» **Exercise objective**
In the records that follow, the lines from the one containing "M998 495 1047 523 1033 545 987 514Z" to the one containing "M0 578 162 649", inclusive, are to be given again exactly.

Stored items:
__________________________________________________

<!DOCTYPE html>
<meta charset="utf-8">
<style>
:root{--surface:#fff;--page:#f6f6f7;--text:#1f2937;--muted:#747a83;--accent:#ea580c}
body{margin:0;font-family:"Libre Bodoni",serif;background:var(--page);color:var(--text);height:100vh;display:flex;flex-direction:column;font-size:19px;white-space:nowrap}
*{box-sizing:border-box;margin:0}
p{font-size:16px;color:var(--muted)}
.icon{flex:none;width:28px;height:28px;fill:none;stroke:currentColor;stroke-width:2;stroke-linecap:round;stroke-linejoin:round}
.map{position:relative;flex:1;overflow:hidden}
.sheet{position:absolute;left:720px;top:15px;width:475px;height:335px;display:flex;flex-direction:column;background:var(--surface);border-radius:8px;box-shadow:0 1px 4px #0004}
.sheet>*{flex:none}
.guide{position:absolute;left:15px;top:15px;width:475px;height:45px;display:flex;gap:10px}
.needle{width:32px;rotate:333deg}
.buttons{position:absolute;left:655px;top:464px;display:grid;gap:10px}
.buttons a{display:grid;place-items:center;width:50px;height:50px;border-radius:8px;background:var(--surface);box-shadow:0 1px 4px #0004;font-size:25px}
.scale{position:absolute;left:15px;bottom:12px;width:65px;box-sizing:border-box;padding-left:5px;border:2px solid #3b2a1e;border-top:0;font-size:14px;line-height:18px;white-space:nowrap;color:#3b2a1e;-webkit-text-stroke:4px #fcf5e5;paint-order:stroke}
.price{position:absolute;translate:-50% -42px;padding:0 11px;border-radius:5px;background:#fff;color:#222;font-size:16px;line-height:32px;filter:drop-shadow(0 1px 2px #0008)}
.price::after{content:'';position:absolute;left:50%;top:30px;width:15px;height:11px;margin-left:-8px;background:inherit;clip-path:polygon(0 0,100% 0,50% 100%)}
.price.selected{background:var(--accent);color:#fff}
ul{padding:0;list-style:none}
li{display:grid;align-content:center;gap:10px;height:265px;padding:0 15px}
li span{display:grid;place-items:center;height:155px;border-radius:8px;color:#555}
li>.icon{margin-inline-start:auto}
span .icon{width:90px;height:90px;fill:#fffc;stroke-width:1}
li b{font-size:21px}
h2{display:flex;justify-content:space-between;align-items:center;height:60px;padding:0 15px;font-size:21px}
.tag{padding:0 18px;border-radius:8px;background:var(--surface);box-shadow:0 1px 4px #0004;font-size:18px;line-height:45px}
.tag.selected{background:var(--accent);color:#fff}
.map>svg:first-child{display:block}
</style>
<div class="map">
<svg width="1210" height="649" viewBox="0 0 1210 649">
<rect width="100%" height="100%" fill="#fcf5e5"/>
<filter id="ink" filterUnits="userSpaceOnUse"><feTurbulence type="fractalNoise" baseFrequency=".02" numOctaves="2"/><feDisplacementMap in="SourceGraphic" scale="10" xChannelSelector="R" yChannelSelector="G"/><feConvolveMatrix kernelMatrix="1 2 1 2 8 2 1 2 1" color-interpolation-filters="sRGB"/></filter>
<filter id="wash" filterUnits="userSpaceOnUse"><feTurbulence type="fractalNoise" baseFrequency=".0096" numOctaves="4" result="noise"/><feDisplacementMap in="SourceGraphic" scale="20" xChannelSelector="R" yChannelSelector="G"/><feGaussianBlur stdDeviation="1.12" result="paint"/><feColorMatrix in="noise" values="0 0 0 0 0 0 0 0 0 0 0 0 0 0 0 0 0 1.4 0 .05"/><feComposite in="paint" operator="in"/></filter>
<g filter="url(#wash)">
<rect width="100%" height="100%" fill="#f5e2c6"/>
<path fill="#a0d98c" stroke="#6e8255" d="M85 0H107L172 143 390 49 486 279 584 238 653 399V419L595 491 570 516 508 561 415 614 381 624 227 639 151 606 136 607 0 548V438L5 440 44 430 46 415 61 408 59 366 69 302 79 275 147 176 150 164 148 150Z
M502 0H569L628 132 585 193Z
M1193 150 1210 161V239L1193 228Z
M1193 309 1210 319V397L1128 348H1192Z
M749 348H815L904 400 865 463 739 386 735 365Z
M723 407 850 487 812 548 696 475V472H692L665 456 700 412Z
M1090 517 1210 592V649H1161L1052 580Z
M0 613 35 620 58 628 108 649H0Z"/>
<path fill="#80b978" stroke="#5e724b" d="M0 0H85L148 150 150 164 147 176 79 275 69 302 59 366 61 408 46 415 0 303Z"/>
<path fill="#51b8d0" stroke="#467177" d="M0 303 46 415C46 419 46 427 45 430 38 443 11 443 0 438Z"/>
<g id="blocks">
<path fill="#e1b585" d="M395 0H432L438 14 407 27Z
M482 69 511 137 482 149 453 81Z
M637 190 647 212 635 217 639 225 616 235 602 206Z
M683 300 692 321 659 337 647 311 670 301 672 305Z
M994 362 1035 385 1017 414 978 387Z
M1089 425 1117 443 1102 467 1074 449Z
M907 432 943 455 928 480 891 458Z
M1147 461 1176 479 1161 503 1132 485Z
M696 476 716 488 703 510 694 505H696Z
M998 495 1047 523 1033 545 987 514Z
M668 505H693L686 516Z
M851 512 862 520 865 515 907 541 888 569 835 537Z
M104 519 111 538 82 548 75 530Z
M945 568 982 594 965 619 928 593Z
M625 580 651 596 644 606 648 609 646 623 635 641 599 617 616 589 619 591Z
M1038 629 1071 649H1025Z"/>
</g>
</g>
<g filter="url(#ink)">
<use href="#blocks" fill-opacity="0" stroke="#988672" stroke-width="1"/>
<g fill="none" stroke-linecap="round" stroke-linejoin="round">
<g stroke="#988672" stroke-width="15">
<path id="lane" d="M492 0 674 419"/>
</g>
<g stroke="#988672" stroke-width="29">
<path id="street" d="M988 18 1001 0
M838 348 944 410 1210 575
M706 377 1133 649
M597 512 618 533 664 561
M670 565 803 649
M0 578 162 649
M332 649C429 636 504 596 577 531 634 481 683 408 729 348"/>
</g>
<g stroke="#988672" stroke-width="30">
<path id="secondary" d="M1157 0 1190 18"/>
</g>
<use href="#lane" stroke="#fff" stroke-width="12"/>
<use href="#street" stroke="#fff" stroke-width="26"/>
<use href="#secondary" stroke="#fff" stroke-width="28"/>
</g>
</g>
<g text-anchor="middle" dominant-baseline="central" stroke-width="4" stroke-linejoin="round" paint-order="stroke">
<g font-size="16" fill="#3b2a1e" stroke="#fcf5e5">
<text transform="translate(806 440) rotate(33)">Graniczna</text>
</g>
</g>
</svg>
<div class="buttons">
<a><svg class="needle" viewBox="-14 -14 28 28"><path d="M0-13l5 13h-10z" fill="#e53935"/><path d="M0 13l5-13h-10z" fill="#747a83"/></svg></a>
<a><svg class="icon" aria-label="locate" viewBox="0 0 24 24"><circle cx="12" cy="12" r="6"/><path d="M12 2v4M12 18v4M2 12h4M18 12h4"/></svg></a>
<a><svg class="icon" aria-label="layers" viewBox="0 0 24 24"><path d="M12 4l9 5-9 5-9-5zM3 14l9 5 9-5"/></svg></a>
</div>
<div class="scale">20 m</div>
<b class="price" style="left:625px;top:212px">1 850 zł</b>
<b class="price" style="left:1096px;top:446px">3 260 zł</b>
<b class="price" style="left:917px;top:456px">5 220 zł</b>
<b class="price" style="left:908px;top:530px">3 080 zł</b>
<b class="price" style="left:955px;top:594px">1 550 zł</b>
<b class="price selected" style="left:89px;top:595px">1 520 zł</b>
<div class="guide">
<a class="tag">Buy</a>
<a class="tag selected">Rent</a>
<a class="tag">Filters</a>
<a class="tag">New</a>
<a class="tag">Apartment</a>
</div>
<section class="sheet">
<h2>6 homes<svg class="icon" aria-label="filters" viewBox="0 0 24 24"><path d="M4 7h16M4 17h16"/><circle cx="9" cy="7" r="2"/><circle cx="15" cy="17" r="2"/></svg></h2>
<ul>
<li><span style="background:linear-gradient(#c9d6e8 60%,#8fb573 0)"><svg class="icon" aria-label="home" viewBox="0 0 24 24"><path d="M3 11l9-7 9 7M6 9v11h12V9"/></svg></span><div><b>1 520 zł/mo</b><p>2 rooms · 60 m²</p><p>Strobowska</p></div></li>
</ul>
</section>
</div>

__________________________________________________

» **Written answer**
M998 495 1047 523 1033 545 987 514Z
M668 505H693L686 516Z
M851 512 862 520 865 515 907 541 888 569 835 537Z
M104 519 111 538 82 548 75 530Z
M945 568 982 594 965 619 928 593Z
M625 580 651 596 644 606 648 609 646 623 635 641 599 617 616 589 619 591Z
M1038 629 1071 649H1025Z"/>
</g>
</g>
<g filter="url(#ink)">
<use href="#blocks" fill-opacity="0" stroke="#988672" stroke-width="1"/>
<g fill="none" stroke-linecap="round" stroke-linejoin="round">
<g stroke="#988672" stroke-width="15">
<path id="lane" d="M492 0 674 419"/>
</g>
<g stroke="#988672" stroke-width="29">
<path id="street" d="M988 18 1001 0
M838 348 944 410 1210 575
M706 377 1133 649
M597 512 618 533 664 561
M670 565 803 649
M0 578 162 649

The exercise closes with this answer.